* Stored items from a collection *
= = = =

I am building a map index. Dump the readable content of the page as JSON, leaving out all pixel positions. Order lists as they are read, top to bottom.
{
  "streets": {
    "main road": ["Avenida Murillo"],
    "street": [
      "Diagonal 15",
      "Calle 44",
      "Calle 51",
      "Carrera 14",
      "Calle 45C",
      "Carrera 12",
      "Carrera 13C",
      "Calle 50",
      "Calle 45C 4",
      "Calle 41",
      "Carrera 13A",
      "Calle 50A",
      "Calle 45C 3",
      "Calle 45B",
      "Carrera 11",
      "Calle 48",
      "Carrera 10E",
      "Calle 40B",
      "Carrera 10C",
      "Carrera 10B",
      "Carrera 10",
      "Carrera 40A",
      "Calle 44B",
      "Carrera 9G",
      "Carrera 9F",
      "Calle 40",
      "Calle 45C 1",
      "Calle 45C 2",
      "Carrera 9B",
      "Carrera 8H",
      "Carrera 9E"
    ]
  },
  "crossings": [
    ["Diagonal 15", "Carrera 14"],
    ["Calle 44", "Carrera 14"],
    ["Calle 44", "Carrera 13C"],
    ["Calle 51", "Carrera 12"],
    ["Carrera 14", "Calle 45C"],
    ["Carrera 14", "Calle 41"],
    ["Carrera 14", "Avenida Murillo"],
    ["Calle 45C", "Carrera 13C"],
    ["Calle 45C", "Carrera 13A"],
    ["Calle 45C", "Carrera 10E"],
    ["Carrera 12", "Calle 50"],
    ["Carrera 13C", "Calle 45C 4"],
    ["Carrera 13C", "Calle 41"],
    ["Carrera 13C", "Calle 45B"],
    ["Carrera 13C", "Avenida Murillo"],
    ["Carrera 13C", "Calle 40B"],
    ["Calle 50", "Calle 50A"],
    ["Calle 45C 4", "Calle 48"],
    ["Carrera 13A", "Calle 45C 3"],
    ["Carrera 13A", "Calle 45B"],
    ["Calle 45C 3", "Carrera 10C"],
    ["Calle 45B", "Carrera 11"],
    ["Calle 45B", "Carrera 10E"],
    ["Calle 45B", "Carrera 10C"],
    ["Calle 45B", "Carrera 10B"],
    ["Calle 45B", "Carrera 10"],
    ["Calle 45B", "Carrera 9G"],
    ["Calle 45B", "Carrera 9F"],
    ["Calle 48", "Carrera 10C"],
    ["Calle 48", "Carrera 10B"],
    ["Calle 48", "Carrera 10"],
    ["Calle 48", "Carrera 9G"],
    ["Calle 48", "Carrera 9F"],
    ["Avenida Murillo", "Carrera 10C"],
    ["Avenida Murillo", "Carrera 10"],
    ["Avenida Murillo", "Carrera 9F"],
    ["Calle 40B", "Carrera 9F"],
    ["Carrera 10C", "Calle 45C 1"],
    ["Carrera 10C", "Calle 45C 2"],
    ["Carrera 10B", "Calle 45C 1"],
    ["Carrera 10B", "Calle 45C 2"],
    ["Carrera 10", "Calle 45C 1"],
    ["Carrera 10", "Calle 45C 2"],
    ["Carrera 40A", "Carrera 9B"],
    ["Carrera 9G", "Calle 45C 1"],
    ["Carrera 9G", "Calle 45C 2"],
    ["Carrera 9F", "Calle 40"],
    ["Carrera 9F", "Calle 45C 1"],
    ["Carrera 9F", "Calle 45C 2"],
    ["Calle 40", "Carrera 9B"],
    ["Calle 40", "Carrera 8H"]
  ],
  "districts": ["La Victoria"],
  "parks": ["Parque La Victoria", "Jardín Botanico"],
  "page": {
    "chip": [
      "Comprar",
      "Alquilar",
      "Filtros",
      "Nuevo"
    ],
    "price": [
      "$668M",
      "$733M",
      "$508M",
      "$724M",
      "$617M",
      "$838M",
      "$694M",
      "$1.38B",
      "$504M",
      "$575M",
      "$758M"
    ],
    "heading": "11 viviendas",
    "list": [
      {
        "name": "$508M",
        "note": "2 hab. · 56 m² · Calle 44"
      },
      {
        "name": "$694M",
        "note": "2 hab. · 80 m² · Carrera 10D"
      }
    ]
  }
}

= = = =

* How to complete this task *
Each entry in the data must be copied exactly.

* Expected answer *
I am building a map index. Dump the readable content of the page as JSON, leaving out all pixel positions. Order lists as they are read, top to bottom.
{
  "streets": {
    "main road": ["Avenida Murillo"],
    "street": [
      "Diagonal 15",
      "Calle 44",
      "Calle 51",
      "Carrera 14",
      "Calle 45C",
      "Carrera 12",
      "Carrera 13C",
      "Calle 50",
      "Calle 45C 4",
      "Calle 41",
      "Carrera 13A",
      "Calle 50A",
      "Calle 45C 3",
      "Calle 45B",
      "Carrera 11",
      "Calle 48",
      "Carrera 10E",
      "Calle 40B",
      "Carrera 10C",
      "Carrera 10B",
      "Carrera 10",
      "Carrera 40A",
      "Calle 44B",
      "Carrera 9G",
      "Carrera 9F",
      "Calle 40",
      "Calle 45C 1",
      "Calle 45C 2",
      "Carrera 9B",
      "Carrera 8H",
      "Carrera 9E"
    ]
  },
  "crossings": [
    ["Diagonal 15", "Carrera 14"],
    ["Calle 44", "Carrera 14"],
    ["Calle 44", "Carrera 13C"],
    ["Calle 51", "Carrera 12"],
    ["Carrera 14", "Calle 45C"],
    ["Carrera 14", "Calle 41"],
    ["Carrera 14", "Avenida Murillo"],
    ["Calle 45C", "Carrera 13C"],
    ["Calle 45C", "Carrera 13A"],
    ["Calle 45C", "Carrera 10E"],
    ["Carrera 12", "Calle 50"],
    ["Carrera 13C", "Calle 45C 4"],
    ["Carrera 13C", "Calle 41"],
    ["Carrera 13C", "Calle 45B"],
    ["Carrera 13C", "Avenida Murillo"],
    ["Carrera 13C", "Calle 40B"],
    ["Calle 50", "Calle 50A"],
    ["Calle 45C 4", "Calle 48"],
    ["Carrera 13A", "Calle 45C 3"],
    ["Carrera 13A", "Calle 45B"],
    ["Calle 45C 3", "Carrera 10C"],
    ["Calle 45B", "Carrera 11"],
    ["Calle 45B", "Carrera 10E"],
    ["Calle 45B", "Carrera 10C"],
    ["Calle 45B", "Carrera 10B"],
    ["Calle 45B", "Carrera 10"],
    ["Calle 45B", "Carrera 9G"],
    ["Calle 45B", "Carrera 9F"],
    ["Calle 48", "Carrera 10C"],
    ["Calle 48", "Carrera 10B"],
    ["Calle 48", "Carrera 10"],
    ["Calle 48", "Carrera 9G"],
    ["Calle 48", "Carrera 9F"],
    ["Avenida Murillo", "Carrera 10C"],
    ["Avenida Murillo", "Carrera 10"],
    ["Avenida Murillo", "Carrera 9F"],
    ["Calle 40B", "Carrera 9F"],
    ["Carrera 10C", "Calle 45C 1"],
    ["Carrera 10C", "Calle 45C 2"],
    ["Carrera 10B", "Calle 45C 1"],
    ["Carrera 10B", "Calle 45C 2"],
    ["Carrera 10", "Calle 45C 1"],
    ["Carrera 10", "Calle 45C 2"],
    ["Carrera 40A", "Carrera 9B"],
    ["Carrera 9G", "Calle 45C 1"],
    ["Carrera 9G", "Calle 45C 2"],
    ["Carrera 9F", "Calle 40"],
    ["Carrera 9F", "Calle 45C 1"],
    ["Carrera 9F", "Calle 45C 2"],
    ["Calle 40", "Carrera 9B"],
    ["Calle 40", "Carrera 8H"]
  ],
  "districts": ["La Victoria"],
  "parks": ["Parque La Victoria", "Jardín Botanico"],
  "page": {
    "chip": [
      "Comprar",
      "Alquilar",
      "Filtros",
      "Nuevo"
    ],
    "price": [
      "$668M",
      "$733M",
      "$508M",
      "$724M",
      "$617M",
      "$838M",
      "$694M",
      "$1.38B",
      "$504M",
      "$575M",
      "$758M"
    ],
    "heading": "11 viviendas",
    "list": [
      {
        "name": "$508M",
        "note": "2 hab. · 56 m² · Calle 44"
      },
      {
        "name": "$694M",
        "note": "2 hab. · 80 m² · Carrera 10D"
      }
    ]
  }
}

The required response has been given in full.